Но атмосферы, которая была в шестидесятые в «Современнике», не было больше ни в одном театре. Пожалуй, разве что в Театре на Таганке. Да и то, все же это был другой театр. С ним мне тоже пришлось соприкоснуться.
А было это так. Я приехал с юга, кажется, со съемок картины «Король-Олень». Только я вошел в дом — звонок.
— Это говорит Юрий Любимов. Приезжайте немедленно, мы только что получили помещение на Таганке. Сегодня «Добрый человек из Сезуана».
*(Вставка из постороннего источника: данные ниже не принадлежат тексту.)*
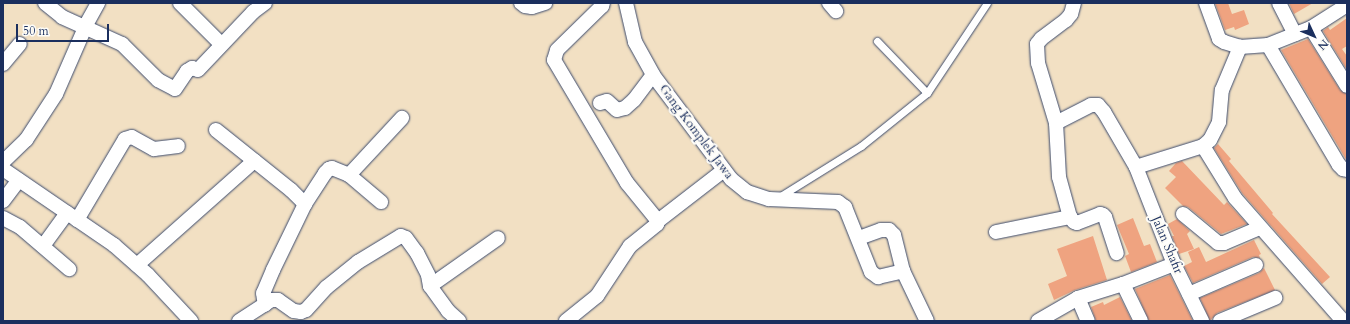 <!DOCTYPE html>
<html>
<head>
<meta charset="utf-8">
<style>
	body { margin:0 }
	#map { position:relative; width:1350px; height:324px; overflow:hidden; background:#f2e0c3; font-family:Cardo,serif }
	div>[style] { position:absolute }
	.building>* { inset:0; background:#efa380 }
	.roads { filter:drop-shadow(0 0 1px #3b4a6d) drop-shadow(0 0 1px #3b4a6d) }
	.lane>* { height:7px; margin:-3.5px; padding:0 3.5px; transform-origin:3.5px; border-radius:3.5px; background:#fff }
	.street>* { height:14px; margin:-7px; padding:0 7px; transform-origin:7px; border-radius:7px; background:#fff }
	span { translate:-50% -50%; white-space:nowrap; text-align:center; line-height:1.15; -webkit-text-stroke:4px #fdfcf7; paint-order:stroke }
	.street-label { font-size:13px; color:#1b2f5e }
	.frame { position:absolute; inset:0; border:4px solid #1b2f5e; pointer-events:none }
	.north { position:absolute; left:1294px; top:16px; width:40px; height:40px; -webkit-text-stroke:3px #fdfcf7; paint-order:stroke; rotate:134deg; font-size:11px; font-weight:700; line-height:16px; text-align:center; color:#1b2f5e }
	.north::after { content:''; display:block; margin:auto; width:14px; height:18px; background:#1b2f5e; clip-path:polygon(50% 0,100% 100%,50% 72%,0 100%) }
	.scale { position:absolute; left:16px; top:24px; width:93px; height:18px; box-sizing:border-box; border:2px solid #1b2f5e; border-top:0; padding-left:5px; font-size:12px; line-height:14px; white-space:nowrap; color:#1b2f5e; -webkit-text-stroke:3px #fdfcf7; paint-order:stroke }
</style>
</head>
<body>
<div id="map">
	<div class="building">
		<i style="clip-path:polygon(1215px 3px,1228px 3px,1232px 14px,1244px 10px,1249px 24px,1235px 30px,1234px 27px,1225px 30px)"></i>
		<i style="clip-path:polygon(1289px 3px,1313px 3px,1294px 14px)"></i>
		<i style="clip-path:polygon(1347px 18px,1347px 46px,1342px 49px,1347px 56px,1347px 70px,1323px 31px,1328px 27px,1330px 30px)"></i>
		<i style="clip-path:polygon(1308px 39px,1340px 90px,1347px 94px,1347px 161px,1281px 50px)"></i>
		<i style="clip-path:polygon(1218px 144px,1231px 159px,1229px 161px,1273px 213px,1272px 214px,1330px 277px,1322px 284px,1242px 193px,1214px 148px)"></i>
		<i style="clip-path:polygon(1182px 161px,1224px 205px,1227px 202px,1247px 224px,1221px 234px,1188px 207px,1183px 206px,1165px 188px,1176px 177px,1169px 171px,1176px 163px)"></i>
		<i style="clip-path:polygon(1133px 218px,1144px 246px,1150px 244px,1157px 262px,1131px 272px,1125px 256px,1129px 254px,1117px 225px)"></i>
		<i style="clip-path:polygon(1177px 219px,1190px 231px,1187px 234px,1194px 249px,1179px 254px,1172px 236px,1174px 236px,1168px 224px)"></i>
		<i style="clip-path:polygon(1093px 236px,1107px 280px,1075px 290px,1054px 300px,1048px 284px,1067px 276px,1057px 249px)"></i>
		<i style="clip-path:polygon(1254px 240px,1261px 254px,1259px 255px,1260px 258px,1253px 257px,1193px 283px,1184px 266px,1192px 262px,1188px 252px,1199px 247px,1206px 262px)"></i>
		<i style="clip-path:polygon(1264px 268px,1275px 290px,1217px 313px,1210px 321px,1200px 298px,1259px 273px)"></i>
		<i style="clip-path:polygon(1170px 275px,1193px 321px,1149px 321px,1135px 289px)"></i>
		<i style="clip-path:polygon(1120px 297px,1132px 321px,1096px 321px,1091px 307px,1103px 302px,1104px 305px)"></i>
	</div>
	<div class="roads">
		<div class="lane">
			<i style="left:877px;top:41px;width:72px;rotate:46.1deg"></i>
			<i style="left:779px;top:197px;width:97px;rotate:-31.9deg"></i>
			<i style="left:861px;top:146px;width:85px;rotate:-38.8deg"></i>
			<i style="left:927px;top:93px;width:108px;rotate:-56.3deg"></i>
		</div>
		<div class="street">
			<i style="left:45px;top:3px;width:22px;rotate:39deg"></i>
			<i style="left:62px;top:17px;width:66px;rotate:24.2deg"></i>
			<i style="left:122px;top:44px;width:51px;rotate:45deg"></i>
			<i style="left:158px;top:80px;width:19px;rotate:28deg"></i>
			<i style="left:175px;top:89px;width:22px;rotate:-56deg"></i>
			<i style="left:187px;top:71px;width:6px;rotate:-31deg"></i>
			<i style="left:192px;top:68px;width:6px;rotate:18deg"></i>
			<i style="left:198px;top:70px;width:80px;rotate:-46.5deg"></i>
			<i style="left:253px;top:12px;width:15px;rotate:-37deg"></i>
			<i style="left:180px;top:3px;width:58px;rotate:45deg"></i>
			<i style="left:521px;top:3px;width:5px;rotate:37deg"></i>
			<i style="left:525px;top:6px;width:7px;rotate:8deg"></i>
			<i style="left:532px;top:7px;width:14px;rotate:-17deg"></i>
			<i style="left:626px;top:3px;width:40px;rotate:77deg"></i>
			<i style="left:635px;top:42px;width:38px;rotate:61deg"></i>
			<i style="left:653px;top:75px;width:130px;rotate:53.1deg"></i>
			<i style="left:731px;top:179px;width:21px;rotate:39deg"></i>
			<i style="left:747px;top:192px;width:23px;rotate:18deg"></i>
			<i style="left:769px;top:199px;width:69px;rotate:2.5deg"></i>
			<i style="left:838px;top:202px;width:9px;rotate:36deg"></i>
			<i style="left:845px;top:207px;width:70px;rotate:68.2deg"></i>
			<i style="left:871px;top:272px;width:9px;rotate:36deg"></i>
			<i style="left:878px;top:277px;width:26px;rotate:-13deg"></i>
			<i style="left:903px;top:271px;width:55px;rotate:64.4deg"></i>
			<i style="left:829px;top:3px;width:11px;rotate:49deg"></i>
			<i style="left:1074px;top:3px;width:11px;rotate:105deg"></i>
			<i style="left:1071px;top:14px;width:8px;rotate:130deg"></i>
			<i style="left:1066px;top:20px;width:31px;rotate:143deg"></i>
			<i style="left:1041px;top:39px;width:6px;rotate:129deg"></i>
			<i style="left:1037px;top:44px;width:19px;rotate:87deg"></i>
			<i style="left:1038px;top:63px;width:63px;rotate:73.3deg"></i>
			<i style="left:1056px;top:123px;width:54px;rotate:86.8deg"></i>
			<i style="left:1059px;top:177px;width:41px;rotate:74.6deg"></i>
			<i style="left:1070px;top:217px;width:6px;rotate:51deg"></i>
			<i style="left:1074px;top:222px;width:3px;rotate:18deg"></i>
			<i style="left:1077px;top:223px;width:25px;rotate:-21deg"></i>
			<i style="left:1100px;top:214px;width:3px;rotate:18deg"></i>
			<i style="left:1103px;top:215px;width:3px;rotate:45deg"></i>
			<i style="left:1105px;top:217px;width:38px;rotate:72deg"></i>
			<i style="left:1206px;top:3px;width:38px;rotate:70deg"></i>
			<i style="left:1219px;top:39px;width:6px;rotate:31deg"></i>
			<i style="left:1224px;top:42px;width:17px;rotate:17deg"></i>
			<i style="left:1240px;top:47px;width:28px;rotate:-4deg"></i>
			<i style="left:1268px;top:45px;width:46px;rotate:-21.6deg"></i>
			<i style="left:1311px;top:28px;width:43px;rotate:-32.6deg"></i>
			<i style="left:1279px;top:3px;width:35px;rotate:63deg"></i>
			<i style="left:1311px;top:28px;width:68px;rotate:58.2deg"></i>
			<i style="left:1268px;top:45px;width:139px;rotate:59.4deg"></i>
			<i style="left:1339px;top:165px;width:6px;rotate:45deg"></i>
			<i style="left:1343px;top:169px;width:4px;rotate:14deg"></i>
			<i style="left:3px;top:64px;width:26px;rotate:-50deg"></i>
			<i style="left:600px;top:103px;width:7px;rotate:-16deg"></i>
			<i style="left:607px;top:101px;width:13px;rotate:42deg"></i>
			<i style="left:617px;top:110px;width:8px;rotate:-14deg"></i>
			<i style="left:625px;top:108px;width:12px;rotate:-42deg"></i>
			<i style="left:634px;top:100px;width:31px;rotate:-53deg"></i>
			<i style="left:1056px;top:123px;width:39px;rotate:-27deg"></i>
			<i style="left:1091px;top:105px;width:7px"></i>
			<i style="left:1098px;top:105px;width:9px;rotate:49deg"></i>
			<i style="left:1104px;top:112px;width:64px;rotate:59.8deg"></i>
			<i style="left:1136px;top:167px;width:104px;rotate:68.6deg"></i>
			<i style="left:1174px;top:264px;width:64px;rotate:63.8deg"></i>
			<i style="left:216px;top:130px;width:96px;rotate:38.7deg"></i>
			<i style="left:291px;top:190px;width:20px;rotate:45deg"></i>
			<i style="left:305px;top:204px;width:73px;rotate:115.9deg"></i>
			<i style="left:273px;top:270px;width:25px;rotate:113deg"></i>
			<i style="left:263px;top:293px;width:12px;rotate:81deg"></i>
			<i style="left:1203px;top:146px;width:61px;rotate:58.4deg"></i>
			<i style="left:1235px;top:198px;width:164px;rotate:48.7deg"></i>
			<i style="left:3px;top:162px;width:32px;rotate:-44deg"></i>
			<i style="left:26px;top:140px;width:55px;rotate:-56.9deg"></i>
			<i style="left:56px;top:94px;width:77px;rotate:-66.4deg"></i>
			<i style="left:87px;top:23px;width:23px;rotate:-61deg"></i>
			<i style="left:1136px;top:167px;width:70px;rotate:-17.4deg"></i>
			<i style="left:1203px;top:146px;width:9px;rotate:-41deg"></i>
			<i style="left:1210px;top:140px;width:20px;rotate:-63deg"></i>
			<i style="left:1219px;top:122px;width:32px;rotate:-85deg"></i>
			<i style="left:1222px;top:90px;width:47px;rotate:-67.3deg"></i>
			<i style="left:3px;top:169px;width:135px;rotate:34.4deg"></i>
			<i style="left:114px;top:245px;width:45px;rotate:41.4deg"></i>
			<i style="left:148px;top:275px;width:63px;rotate:46.9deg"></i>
			<i style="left:349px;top:175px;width:78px;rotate:-47.1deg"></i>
			<i style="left:3px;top:201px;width:26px;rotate:-53deg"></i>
			<i style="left:305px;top:204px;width:37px;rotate:-57deg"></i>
			<i style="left:325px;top:173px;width:6px;rotate:-45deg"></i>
			<i style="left:329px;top:169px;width:3px;rotate:-18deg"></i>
			<i style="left:332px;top:168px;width:18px;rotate:22deg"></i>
			<i style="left:349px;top:175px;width:42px;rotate:40.2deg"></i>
			<i style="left:1183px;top:214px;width:45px;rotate:39.6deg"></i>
			<i style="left:1218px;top:243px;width:6px"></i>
			<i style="left:1224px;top:243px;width:39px;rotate:-23deg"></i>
			<i style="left:3px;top:218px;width:19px;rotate:28deg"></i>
			<i style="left:20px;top:227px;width:65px;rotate:40.6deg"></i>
			<i style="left:77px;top:220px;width:94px;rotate:-59.3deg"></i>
			<i style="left:125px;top:139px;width:7px;rotate:-16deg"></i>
			<i style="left:132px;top:137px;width:25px;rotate:29deg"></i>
			<i style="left:154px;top:149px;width:24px;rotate:-7deg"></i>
			<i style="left:658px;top:221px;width:83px;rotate:-37.7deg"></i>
			<i style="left:996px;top:232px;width:76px;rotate:-11.5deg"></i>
			<i style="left:859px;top:238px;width:23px;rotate:-20deg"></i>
			<i style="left:881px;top:230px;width:8px"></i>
			<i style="left:889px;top:230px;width:7px;rotate:45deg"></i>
			<i style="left:894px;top:235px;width:37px;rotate:76deg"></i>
			<i style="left:43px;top:246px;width:41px;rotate:-54deg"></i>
			<i style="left:137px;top:265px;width:157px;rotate:-41.6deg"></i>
			<i style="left:1123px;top:284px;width:41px;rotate:64.1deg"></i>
			<i style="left:430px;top:286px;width:83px;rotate:-35.2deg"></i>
			<i style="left:1189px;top:294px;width:73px;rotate:-23.4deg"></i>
			<i style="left:1078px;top:298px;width:25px;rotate:67deg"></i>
			<i style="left:239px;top:321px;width:38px;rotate:-33deg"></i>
			<i style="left:271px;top:300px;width:7px"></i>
			<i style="left:278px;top:300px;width:19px;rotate:35deg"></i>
			<i style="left:294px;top:311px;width:7px;rotate:8deg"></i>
			<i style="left:301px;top:312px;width:5px;rotate:-22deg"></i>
			<i style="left:306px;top:310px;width:31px;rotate:-48deg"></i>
			<i style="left:327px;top:287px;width:40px;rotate:-39deg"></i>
			<i style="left:358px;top:262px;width:50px;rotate:-31.2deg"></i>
			<i style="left:401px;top:236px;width:5px;rotate:22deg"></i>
			<i style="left:406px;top:238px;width:19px;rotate:54deg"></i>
			<i style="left:417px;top:253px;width:25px;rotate:63deg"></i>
			<i style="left:428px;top:275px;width:11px;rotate:80deg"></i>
			<i style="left:430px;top:286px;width:31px;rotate:54deg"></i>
			<i style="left:448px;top:311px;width:15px;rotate:42deg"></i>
			<i style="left:566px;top:321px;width:40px;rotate:-39deg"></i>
			<i style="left:597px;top:296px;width:60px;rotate:-56.6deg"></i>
			<i style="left:630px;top:246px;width:35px;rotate:-39deg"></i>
			<i style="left:657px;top:224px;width:3px;rotate:-72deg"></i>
			<i style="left:658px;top:221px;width:49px;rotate:-129.2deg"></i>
			<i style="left:627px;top:183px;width:143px;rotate:-120.7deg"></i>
			<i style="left:554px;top:60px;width:10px;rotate:-73deg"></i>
			<i style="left:557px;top:50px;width:63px;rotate:-44.4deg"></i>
			<i style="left:602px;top:6px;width:3px;rotate:-72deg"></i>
			<i style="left:1038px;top:321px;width:46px;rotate:-29.9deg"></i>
			<i style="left:1078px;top:298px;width:47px;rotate:-17.3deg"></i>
			<i style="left:1123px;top:284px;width:55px;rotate:-21.4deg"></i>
			<i style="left:1220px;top:321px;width:60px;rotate:-22.7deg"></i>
		</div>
	</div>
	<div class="street-label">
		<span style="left:696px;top:132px;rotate:53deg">Gang Komplek Jawa</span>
		<span style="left:1167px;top:245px;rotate:67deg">Jalan Shafir</span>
	</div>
	<div class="frame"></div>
	<div class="north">N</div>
	<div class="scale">50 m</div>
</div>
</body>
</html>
Я отправился в театр. После спектакля поднялся к Любимову. И он предложил мне написать музыку к «Герою нашего времени» по Лермонтову. Пьеса была замечательная. Любимов работал очень интересно. Он хотел, чтобы я как-то организовал спектакль музыкально. Музыки было много, была сделана попытка ритмизовать спектакль. Например, сцену с Грушницким сопровождало звучание ударных и контрабасов. Актеры не пели. Они говорили внутри ритма ударных. Это был сквозной замысел звукового решения спектакля. Но система работы у Любимова была странная. Во всяком случае, для меня. Я привык работать с режиссером. А Юра стал сразу собирать актеров, помню Высоцкого, Хмельницкого, Губенко, кого-то еще. И они обсуждали каждый номер. Мне это не нравилось и чрезвычайно меня сковывало. Мне было трудно работать в коллективной атмосфере, а у них, видимо, так было принято. Мне же нужно быть наедине с самим собой или с режиссером. А когда каждый шаг обсуждают все вместе, мне это не близко, хотя я всех очень полюбил, все они стали моими друзьями. Но что-то внутри меня закрылось, мне стало неинтересно работать. Контакта не вышло. И вообще, композитор там как-то настолько второстепенен, подчинен всему, что происходит на сцене. Он как бы не полноправный соавтор, создающий звуковую партитуру спектакля, некую стереофонию, когда действие повествует об одном, музыка — о другом, а в результате получается третье качество. Там нужно было полностью обслуживать, а мне это было не близко.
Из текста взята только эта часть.